IVA is an inherited autosomal recessive metabolic disease caused by the deficiency of IVD. [1] The enzyme catalyzes an early reaction in the metabolism of branched chain amino acid, namely leucine. Consequent to IVD deficiency, isovaleric acid and its other derivatives accumulate in the body. These metabolites may impart a peculiar sweaty feet smell to the body, which may aid in the diagnosis. [1],[2] IVA may present acutely in neonates with poor feeding, vomiting, decreased level of consciousness, and seizures. [2],[4] Characteristic smell of dirty socks may be noticed in the body sweat or cerumen from ear during an acute crisis. Acidosis, hyperammonemia, hypo- or hyperglycemia, and hypocalcemia may be present. [2],[3] Acute decompensation in chronic-intermittent IVA patients beyond newborn period, also called catabolic episodes, may be triggered by infection or other stress and may be mistaken as diabetic ketoacidosis. [4]

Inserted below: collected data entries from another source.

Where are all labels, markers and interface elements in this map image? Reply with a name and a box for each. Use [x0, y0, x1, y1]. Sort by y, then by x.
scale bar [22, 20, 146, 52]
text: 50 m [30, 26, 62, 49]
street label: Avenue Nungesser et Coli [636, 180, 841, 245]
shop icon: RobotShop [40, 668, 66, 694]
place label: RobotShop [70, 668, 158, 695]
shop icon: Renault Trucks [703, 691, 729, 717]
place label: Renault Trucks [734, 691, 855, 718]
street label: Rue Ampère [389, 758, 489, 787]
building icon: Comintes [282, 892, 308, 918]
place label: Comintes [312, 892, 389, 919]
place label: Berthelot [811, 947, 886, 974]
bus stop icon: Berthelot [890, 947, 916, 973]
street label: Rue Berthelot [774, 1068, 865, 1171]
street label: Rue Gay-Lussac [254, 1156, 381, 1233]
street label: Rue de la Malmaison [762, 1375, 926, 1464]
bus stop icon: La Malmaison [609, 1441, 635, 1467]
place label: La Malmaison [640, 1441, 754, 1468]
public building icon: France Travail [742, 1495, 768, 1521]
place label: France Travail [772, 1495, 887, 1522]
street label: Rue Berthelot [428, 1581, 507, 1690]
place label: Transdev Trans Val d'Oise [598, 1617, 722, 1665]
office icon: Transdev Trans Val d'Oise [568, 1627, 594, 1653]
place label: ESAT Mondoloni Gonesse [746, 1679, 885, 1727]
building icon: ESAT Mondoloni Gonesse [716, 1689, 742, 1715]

Although genetic mutations and biochemical changes with gas chromatography and mass/tandem spectrometry have been extensively described in IVA, imaging with computed tomography (CT) and MRI of brain is rarely reported. [4],[5] We came across a single report describing CT and MRI findings in a case of IVA which documented altered signal intensity on MRI in globus pallidus and brainstem. Changes in globus pallidi have been described as T1 and T2 relaxation time prolongation seen as symmetric T1W-hypointense and T2W-hyperintense signal intensity in the bilateral globus pallidus. [5] We report signal intensity changes on MRI in the bilateral putamen and globus pallidi in a case of chronic-intermittent IVA in acute decompensated state. MRI brain revealed T1W-hyperintense signal (T1 shortening) and T2W- hyperintense signal (T2 prolongation) in bilateral lentiform nuclei, with indistinct blooming/signal loss on SWI and concomitant evidence of restricted diffusion. Involvement of putamen besides globus pallidus and T1W-hyperintense ring-shaped signal change in the lentiform nuclei differentiated basal ganglia lesions in our case from the one described in literature. The underlying cause of MRI signal alteration in basal ganglia can be presumed to be the metabolites accumulating due to IVD deficiency. [3] Putamen and globus pallidus are highly vulnerable to generalized metabolic abnormalities due to their richness of mitochondria, blood supply, and neurotransmitters and their increased utilization of glucose and oxygen. [6] Oxidative stress and reduced Na+ K+-ATPase activity could be caused by metabolites accumulating in IVA, including isovaleric acid, which can result in T2 prolongation and restricted diffusion due to cytotoxic edema. [2],[3] Acute hyperammonemia also is known to cause T2 prolongation and restricted diffusion in basal ganglia. [6] We postulate oxidative stress due to accumulated metabolites to be responsible for reduced diffusivity seen in lentiform nuclei in our case. Oxidative stress and energy depletion could be substantiated by the presence of lactate in the MRS of lentiform lesion.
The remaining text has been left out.